Rosso e Nero Finished Painting Stage 8

Rosso e Nero Finished Painting Stage 8

In February 2004 my wife and I spent several days in Venice with my parents. We booked an old Venetian apartment through a website called Venetian-Rentals that was lavishly furnished with old books and paintings. The plan for this trip was to get some fresh reference for me to do some new paintings of Italy.

On one particular day we checked out the fish market by the Rialto Bridge and I came across this amazing scene, full of life, movement and colour. After doing a 14” x 10” preparation study, I drew out the composition with a B pencil on some very rough Italian hand made paper from Fabriano, 28” x 20” which you can see in Stage 1.

For Stage 2, I applied a mix of yellow, cadmium yellow and lemon yellow to set the right base tones for the sheeting which protects the market from the elements. The brush used was a Stratford & York size 20.

Stage 3. Once the yellow areas had dried, I made a red mix of Vermillion Hue and Cadmium Red and began to apply it wet on wet on the floor area to re-create the effect of the red tarpaulin being reflected in the wet flooring. The heavily textured paper helped to keep this part of the painting loose and fresh. The tarpaulins were rendered wet on dry as I wanted to have their edges clearly defined.

Stage 4. This part of the painting is where I began to form the title in my mind, Rosso e Nero (red and black).

I made up three separate colours in saucers, Vandyke Brown, Payne’s Grey and Lamp Black and began to build up washes with these stronger colours for the floor areas. The background arches were picked out using the point of the number 20 Stratford and York brush.
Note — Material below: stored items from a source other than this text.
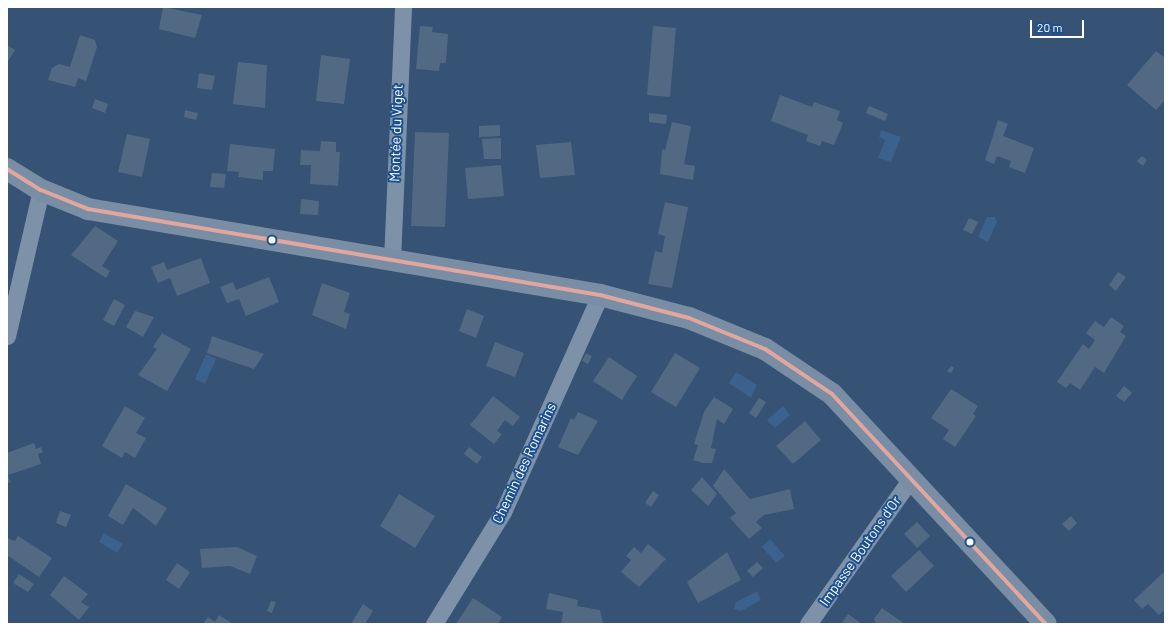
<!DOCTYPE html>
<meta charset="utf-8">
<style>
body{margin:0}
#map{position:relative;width:1172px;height:631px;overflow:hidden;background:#365274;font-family:Barlow,sans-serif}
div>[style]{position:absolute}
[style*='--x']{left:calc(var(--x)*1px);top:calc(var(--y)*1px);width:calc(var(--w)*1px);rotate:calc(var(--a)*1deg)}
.water>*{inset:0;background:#3b618d}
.building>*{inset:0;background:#526984}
.street>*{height:17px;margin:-8.5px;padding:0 8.5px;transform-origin:8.5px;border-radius:8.5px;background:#7d92a8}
.secondary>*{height:22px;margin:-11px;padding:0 11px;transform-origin:11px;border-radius:11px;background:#798da4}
.bus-1>*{height:4px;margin:-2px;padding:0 2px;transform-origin:2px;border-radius:2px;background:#e1a79e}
.dots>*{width:11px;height:11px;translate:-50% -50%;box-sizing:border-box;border:2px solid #1b4f8f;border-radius:50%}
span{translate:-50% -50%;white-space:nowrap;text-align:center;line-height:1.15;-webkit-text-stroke:4px #1b4f8f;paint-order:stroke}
.street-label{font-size:14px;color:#fff}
.frame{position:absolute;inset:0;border:8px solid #fff;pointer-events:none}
.scale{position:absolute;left:1030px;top:20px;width:54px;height:18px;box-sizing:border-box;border:2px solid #fff;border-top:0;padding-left:5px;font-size:12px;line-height:14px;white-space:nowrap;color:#fff;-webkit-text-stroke:3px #1b4f8f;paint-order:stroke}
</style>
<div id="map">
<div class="water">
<i style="clip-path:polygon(881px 130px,901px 137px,891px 162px,878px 158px,885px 140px,879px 137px)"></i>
<i style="clip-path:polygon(987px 217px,995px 217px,997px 222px,988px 242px,978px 237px)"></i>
<i style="clip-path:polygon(206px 354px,216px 359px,205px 384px,195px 379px)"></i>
<i style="clip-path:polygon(736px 372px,757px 385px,751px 398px,729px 383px)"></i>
<i style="clip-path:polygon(783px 406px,790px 415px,775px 428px,767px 420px)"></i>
<i style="clip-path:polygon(104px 533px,123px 544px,117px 553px,99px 542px)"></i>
<i style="clip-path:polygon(770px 539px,785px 556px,776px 563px,762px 547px)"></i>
<i style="clip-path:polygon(757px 591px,761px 600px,741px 611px,734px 609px,736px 602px)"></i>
</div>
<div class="building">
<i style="clip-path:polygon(163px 7px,202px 15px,195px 38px,159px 29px)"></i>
<i style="clip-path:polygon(420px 26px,433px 27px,432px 32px,448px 34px,446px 63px,440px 63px,439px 71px,416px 69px)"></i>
<i style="clip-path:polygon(653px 26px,676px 28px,670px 97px,647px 95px)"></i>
<i style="clip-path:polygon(80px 35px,95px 40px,97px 47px,86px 81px,78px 78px,75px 87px,48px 80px,52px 68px,59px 64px,70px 67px)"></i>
<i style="clip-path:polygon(7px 45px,15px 50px,7px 63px)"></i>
<i style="clip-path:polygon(1156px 51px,1165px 58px,1165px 100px,1156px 110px,1127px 85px)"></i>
<i style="clip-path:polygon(321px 55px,350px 59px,344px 104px,316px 101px)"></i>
<i style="clip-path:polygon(238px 62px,267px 65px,265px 108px,233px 104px)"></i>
<i style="clip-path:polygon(199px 73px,215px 76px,212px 90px,197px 88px)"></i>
<i style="clip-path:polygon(780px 95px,812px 107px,814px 102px,840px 111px,837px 120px,843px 123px,834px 145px,822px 141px,820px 146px,806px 141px,808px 135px,771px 121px)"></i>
<i style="clip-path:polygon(95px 99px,108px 104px,105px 113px,92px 108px)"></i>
<i style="clip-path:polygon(869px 106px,888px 114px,885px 121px,866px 113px)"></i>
<i style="clip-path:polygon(185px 110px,198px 113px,196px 120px,184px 117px)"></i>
<i style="clip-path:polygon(649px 113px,667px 115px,666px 124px,649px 122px)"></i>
<i style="clip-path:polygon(998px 120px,1008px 124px,1003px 136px,1034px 148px,1025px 173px,1009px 167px,1011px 161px,997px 156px,994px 164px,985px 160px)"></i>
<i style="clip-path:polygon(672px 122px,691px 126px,684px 164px,695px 166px,693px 180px,660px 174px,662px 149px,665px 150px)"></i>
<i style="clip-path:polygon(500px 125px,500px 136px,479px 137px,479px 126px)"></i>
<i style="clip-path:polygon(415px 132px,449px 133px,445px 227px,411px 226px)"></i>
<i style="clip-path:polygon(127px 134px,150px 139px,142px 177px,118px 172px)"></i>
<i style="clip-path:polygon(501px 138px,501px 159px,484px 159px,482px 139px)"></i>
<i style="clip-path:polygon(321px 141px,336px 142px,336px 152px,340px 152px,338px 186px,310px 184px,311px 165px,300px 165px,301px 150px,320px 151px)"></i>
<i style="clip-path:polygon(571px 142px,575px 175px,540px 178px,536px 145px)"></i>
<i style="clip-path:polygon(230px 144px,275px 149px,273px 171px,263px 171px,263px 180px,238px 177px,239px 172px,227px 171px)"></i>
<i style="clip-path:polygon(1142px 156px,1147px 160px,1143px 166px,1137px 161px)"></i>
<i style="clip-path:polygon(501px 165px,504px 196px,468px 199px,465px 168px)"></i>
<i style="clip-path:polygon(212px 173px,226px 174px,224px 188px,210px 187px)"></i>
<i style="clip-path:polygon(301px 199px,319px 201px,318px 215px,300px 214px)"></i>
<i style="clip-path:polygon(665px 202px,688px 207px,672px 288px,648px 284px,655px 251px,662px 253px,665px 236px,658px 234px)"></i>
<i style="clip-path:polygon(969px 218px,978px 222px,972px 234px,963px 230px)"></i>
<i style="clip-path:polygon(95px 226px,118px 241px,102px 266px,110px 271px,106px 278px,71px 255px)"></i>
<i style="clip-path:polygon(201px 258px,210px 283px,177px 296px,170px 278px,158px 283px,151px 267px,164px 262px,167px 270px)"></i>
<i style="clip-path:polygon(1118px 272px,1126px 277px,1116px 291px,1109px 285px)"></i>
<i style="clip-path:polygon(269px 277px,279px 302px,246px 316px,239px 299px,227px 303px,220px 287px,233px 282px,236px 290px)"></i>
<i style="clip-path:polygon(322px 283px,350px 293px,344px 312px,350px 314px,346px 329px,312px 315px)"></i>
<i style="clip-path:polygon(114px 299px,125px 305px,114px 326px,103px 320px)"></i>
<i style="clip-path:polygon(467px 309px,484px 316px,476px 338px,459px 331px)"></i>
<i style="clip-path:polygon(135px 311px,154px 317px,143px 337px,126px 327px)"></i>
<i style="clip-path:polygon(1111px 317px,1124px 326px,1120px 332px,1126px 336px,1104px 373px,1095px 367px,1080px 390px,1070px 383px,1066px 388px,1057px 382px,1083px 344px,1089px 349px,1095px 340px,1086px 333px,1095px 321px,1104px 327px)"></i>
<i style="clip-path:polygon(162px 333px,191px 349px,167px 391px,138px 375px,157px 349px,153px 347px)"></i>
<i style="clip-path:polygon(212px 336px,232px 343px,264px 354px,254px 369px,207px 353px)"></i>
<i style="clip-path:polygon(495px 342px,524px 353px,515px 377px,486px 366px)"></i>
<i style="clip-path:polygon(586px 353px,592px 356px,588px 364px,582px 361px)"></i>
<i style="clip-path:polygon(675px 353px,700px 368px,676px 407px,651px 392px)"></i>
<i style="clip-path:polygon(609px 357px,637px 376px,622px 400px,593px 381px)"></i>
<i style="clip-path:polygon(951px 366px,954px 368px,951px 373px,947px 371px)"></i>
<i style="clip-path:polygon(1124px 386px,1132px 393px,1124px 402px,1116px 396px)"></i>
<i style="clip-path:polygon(951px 389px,978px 406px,973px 414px,976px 416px,955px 447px,943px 439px,949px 430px,931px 418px)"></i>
<i style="clip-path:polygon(493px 396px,520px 417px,513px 426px,505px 420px,497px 431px,502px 434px,494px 444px,470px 425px)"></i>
<i style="clip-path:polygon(714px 397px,733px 409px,724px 424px,717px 419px,711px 448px,716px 449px,712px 463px,703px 463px,693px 460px,698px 445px,694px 444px,704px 412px)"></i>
<i style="clip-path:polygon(759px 398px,766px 402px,756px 418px,749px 413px)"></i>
<i style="clip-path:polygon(125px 406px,145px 418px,136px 433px,146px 438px,135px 458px,125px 452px,122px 458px,102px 446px)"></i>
<i style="clip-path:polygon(578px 412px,598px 421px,578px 455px,558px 447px,571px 418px,574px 420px)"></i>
<i style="clip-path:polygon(805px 421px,821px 440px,793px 464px,776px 446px)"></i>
<i style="clip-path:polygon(34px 443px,36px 449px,41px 447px,43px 452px,38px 454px,41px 464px,8px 475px,11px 482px,7px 483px,7px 453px)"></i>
<i style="clip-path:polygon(469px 447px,482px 457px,477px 464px,464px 454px)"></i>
<i style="clip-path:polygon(724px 469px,750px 499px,790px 489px,794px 509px,764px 515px,756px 522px,762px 528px,749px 539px,730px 518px,736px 513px,713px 486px)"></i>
<i style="clip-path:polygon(702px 477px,717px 494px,708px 506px,691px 490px)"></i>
<i style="clip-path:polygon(126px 484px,167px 508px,156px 526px,133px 508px,123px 525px,108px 516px)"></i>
<i style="clip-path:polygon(653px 491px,659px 495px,651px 507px,645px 503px)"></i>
<i style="clip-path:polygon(399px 494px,435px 516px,415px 548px,380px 526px)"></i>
<i style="clip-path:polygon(60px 511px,71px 515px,66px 527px,56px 523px)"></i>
<i style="clip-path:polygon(1071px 516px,1077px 523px,1069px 531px,1062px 524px)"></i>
<i style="clip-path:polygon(917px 522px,930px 536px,917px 548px,904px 534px)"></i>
<i style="clip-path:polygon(18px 536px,52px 558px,39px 577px,7px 555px,7px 538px,15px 541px)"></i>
<i style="clip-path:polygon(648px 544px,666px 559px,639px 587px,621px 572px,631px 560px,626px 556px,634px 547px,641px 553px)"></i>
<i style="clip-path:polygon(237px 547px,257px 556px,250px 574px,230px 566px,202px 568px,200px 549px)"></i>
<i style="clip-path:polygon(919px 550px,934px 566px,906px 592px,891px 576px)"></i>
<i style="clip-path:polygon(727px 552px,741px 580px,698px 603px,687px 582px)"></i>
<i style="clip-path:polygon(757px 562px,763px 568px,753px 577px,747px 571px)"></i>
<i style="clip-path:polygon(177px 563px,190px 572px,179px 589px,166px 580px)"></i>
<i style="clip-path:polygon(1165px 571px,1165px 610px,1159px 615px,1148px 604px,1142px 609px,1134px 600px)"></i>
<i style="clip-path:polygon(19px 574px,34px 584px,28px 592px,13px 583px)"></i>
<i style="clip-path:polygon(64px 576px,88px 594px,81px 602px,89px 607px,79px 620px,50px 595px)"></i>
<i style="clip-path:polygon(549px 593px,578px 600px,577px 606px,600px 610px,603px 624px,561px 624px,563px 612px,546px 609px)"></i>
<i style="clip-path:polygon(473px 598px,502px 617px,498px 624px,456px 624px)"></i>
<i style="clip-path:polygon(271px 601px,276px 602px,272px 613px,267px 611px)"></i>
<i style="clip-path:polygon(363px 604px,373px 611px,365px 624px,351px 624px)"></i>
<i style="clip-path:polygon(882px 608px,905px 624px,876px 624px,874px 619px)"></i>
<i style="clip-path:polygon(848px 614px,862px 624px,841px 624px)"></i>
<i style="clip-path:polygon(219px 615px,233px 624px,203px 624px,208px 617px,215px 622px)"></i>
</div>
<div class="street">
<i style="--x:392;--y:260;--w:253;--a:-87.5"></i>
<i style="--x:7;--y:336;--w:150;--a:-76.9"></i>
<i style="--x:434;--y:624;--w:132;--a:-58.4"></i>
<i style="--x:503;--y:512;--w:238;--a:-65.9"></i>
<i style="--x:808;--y:624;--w:180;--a:-54.7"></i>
</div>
<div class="secondary">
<i style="--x:7;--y:169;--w:40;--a:32"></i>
<i style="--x:41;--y:190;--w:51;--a:22"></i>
<i style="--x:88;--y:209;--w:519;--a:9.53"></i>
<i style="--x:600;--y:295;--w:92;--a:14.5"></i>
<i style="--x:689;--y:318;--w:82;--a:22.2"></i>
<i style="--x:765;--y:349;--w:81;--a:33.9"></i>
<i style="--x:832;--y:394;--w:314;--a:47.1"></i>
</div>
<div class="bus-1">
<i style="--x:7;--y:169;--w:40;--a:32"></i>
<i style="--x:41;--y:190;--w:51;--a:22"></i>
<i style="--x:88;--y:209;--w:519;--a:9.53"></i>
<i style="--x:600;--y:295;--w:92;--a:14.5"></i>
<i style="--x:689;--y:318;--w:82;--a:22.2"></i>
<i style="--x:765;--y:349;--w:81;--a:33.9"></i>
<i style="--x:832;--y:394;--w:314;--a:47.1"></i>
</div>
<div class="dots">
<i style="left:272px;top:240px;background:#fff"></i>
<i style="left:970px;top:542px;background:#fff"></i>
</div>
<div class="street-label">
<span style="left:396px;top:133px;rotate:-88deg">Montée du Viget</span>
<span style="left:524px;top:463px;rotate:-65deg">Chemin des Romarins</span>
<span style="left:860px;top:551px;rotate:-55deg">Impasse Boutons d'Or</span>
</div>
<div class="frame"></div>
<div class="scale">20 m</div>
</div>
Stage 5. Over the years I have spent hours observing and drawing people in urban settings. I have developed a style where it is possible to identify different individuals by their stance, gesture and movement.

I tend to draw with the brush for each figure rather than relying in lots of pencil work, but at the same time, I don’t get too involved in too much unnecessary detail. I want the figures to appear as though they are part of the painting and yet moving through the scene.

Stage 6. It was simply a matter of painting the figures that were going to bring the scene to life. The danger is to over work them and make them look too static, so it’s vital that the brush marks are kept simple and fresh.

Stage 7. The last few figures really helped to make this scene work. The older couple look typically Venetian, stolling around the various stalls, looking for the right piece of fish for their evening meal. Will it be risotto or pasta for their starter and how will they cook their main meal and with what vegetables? Building up the darker areas around the figures helps to add depth and substance to the overall scenario.

Stage 8. The final painting which was sold from my 20th anniversary exhibition in 2004 to some friends of ours which I’m pleased about, as I get to see the original every time we visit them.

I was so pleased with the finished result that we decided to publish it as a limited edition giclee print with only 20 in the edition. You can see a framed copy at my Studio & Gallery in Ponteland.